Ravi Shankar is a poet, translator and professor of poetry, based in Connecticut, USA. He is the founding editor and executive director of Drunken Boat (which he describes as “one of the world’s oldest electronic journals of the arts”). He is the author and editor of ten books and chapbooks of poetry, including What Else Could it Be (2015); Deepening Groove (2010), winner of the National Poetry Review Prize; Instrumentality (2004), a finalist for the Connecticut Book Award; and Autobiography of a Goddess (2015), a collection of translations from the Tamil with Priya Sarukkai Chabria. His editorial projects include W. W. Norton’s Language for a New Century: Contemporary Poetry from Asia, the Middle East & Beyond, co-edited with Tina Chang and Nathalie Handal.

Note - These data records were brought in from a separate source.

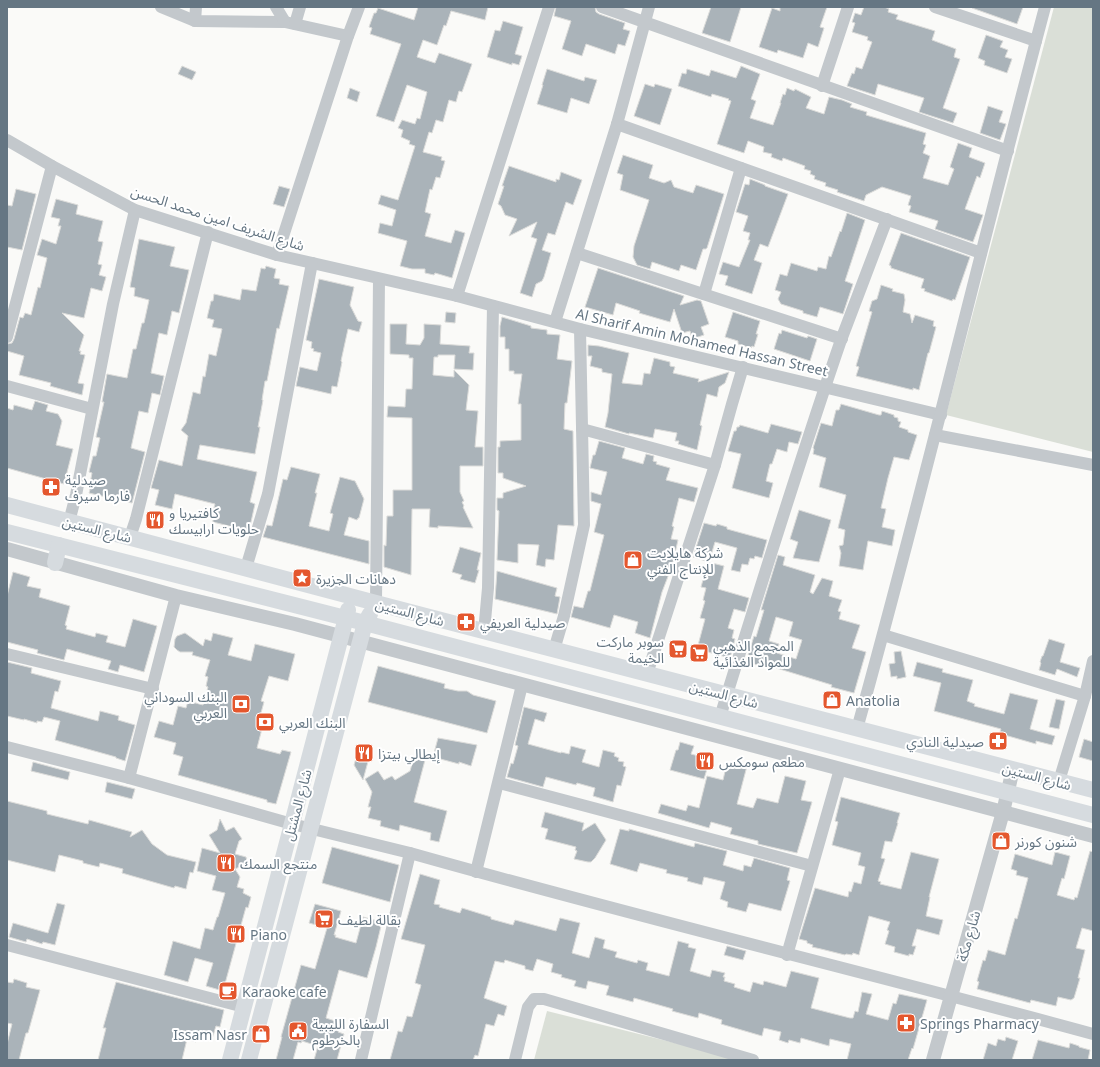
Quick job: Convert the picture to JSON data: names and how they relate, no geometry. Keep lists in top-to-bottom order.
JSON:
{
  "streets": {
    "main road": ["شارع الستين", "شارع المشتل"],
    "street": ["شارع الشريف امين محمد الحسن", "Al Sharif Amin Mohamed Hassan Street", "شارع مكة"]
  },
  "crossings": [
    ["شارع الشريف امين محمد الحسن", "Al Sharif Amin Mohamed Hassan Street"],
    ["شارع الستين", "شارع المشتل"],
    ["شارع الستين", "شارع مكة"]
  ],
  "places": {
    "pharmacy": [
      "صيدلية فارما سيرف",
      "صيدلية العريفي",
      "صيدلية النادي",
      "Springs Pharmacy"
    ],
    "restaurant": [
      "كافتيريا و حلويات ارابيسك",
      "إيطالي بيتزا",
      "مطعم سومكس",
      "منتجع السمك",
      "Piano"
    ],
    "shop": [
      "شركة هايلايت للإنتاج الفني",
      "Anatolia",
      "شنون كورنر",
      "Issam Nasr"
    ],
    "place": ["دهانات الجزيرة"],
    "supermarket": ["سوبر ماركت الخيمة", "المجمع الذهبي للمواد الغذائية", "بقالة لطيف"],
    "bank": ["البنك السوداني العربي", "البنك العربي"],
    "cafe": ["Karaoke cafe"],
    "public building": ["السفارة الليبية بالخرطوم"]
  }
}
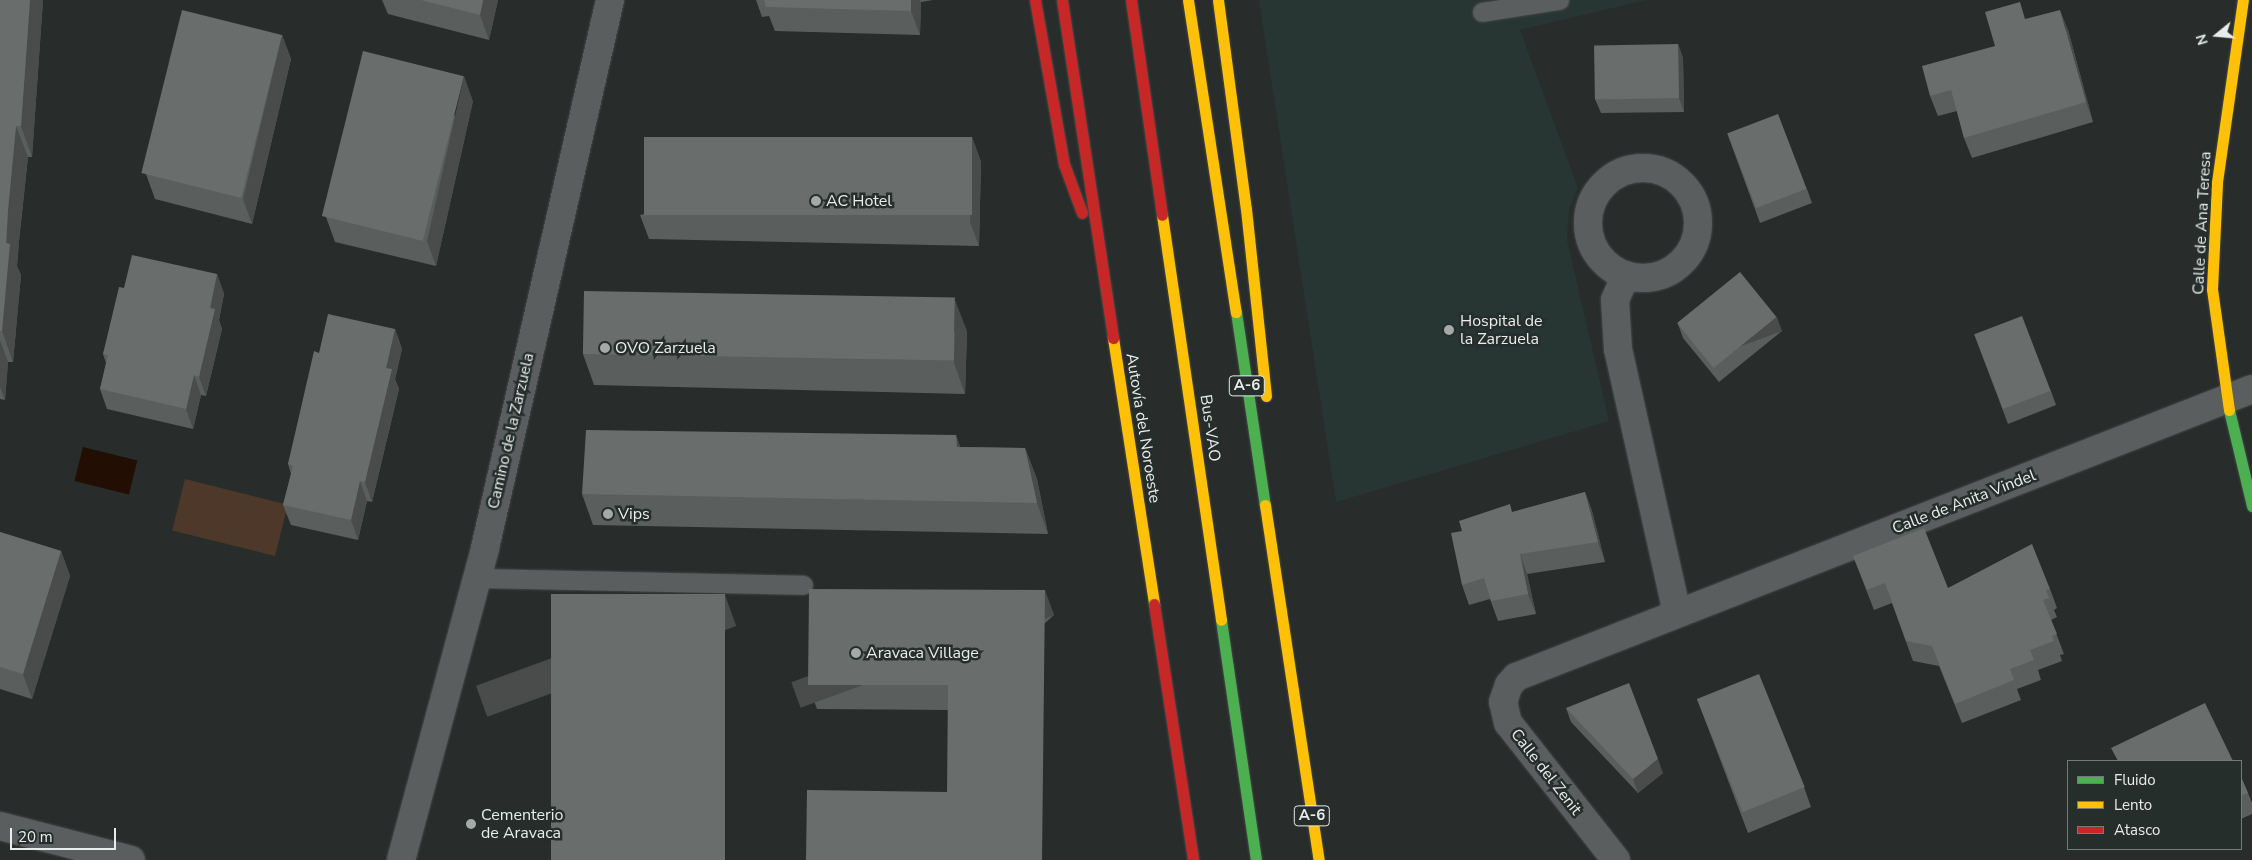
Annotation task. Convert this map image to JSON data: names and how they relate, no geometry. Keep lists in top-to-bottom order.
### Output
{
  "streets": {
    "main road": [
      "Calle de Ana Teresa",
      "A-6",
      "Autovía del Noroeste",
      "Bus-VAO"
    ],
    "street": ["Camino de la Zarzuela", "Calle de Anita Vindel", "Calle del Zenit"]
  },
  "crossings": [
    ["Calle de Ana Teresa", "Calle de Anita Vindel"],
    ["Calle de Anita Vindel", "Calle del Zenit"]
  ],
  "places": [
    "AC Hotel",
    "Hospital de la Zarzuela",
    "OVO Zarzuela",
    "Vips",
    "Aravaca Village",
    "Cementerio de Aravaca"
  ],
  "legend": ["Fluido", "Lento", "Atasco"],
  "scale_bar": "20 m",
  "north": "left"
}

The energy in Shankar’s poems is visceral. The language is restless, lurching, hungry for surprise, the verbs packed with velocity, the register swinging between formal and the demotic (both American and Indian). Underlying this vigour seems is an almost voluptuous need to embrace myth, history, metaphysics and pop culture – an impulse to bring Adi Shankara and Wallace Stevens, Simone Weil and the Shaktiman, blues and Bollywood into a single book, and sometimes into a single poem. This intellectual playfulness is matched by an alertness to form – with references ranging from the African American bop to the pankti, a Vedic metre in this selection – making for a playful, stylistically supple poetry.
The poems in this edition are drawn largely from his very first book and his most recent. The preoccupation with language – its treacheries, the poet’s quest for exactitude – has obviously been an abiding one, evident in references to the essence of things slipping “through the noose of language” or the lurking cultural grammarian’s need to point out that “Even as a child when I was slurred in school – / Towel head, dot boy, camel jockey – / None of the abuse was precise.”
There are no facile conclusions about belonging, no need to retrieve any singular sense of rootedness: “I never owned/ What’s been taken from me, never have belonged/ In and to a place, a people, a common history.” However, even while he celebrates the grand mess of being an “epiphyte,” feeding off a plural inheritance, there is the ability to admit to uncertainty: “I’m still unsure what effect it has on my soul.” And at another juncture, even more vulnerably: “I just want to get home, go to sleep.”
Also recurrent is a philosophical curiosity about the nature of the human soul, the “indwelling life illimitable,” the “third Christ,” the thirst for a perspective of ultimate truth, but not one without beauty:
This planet Earth suspended in an amplitude
Of stars, as a single water-drop loosed from
A lotus petal, spreading drowsy circles in a lake.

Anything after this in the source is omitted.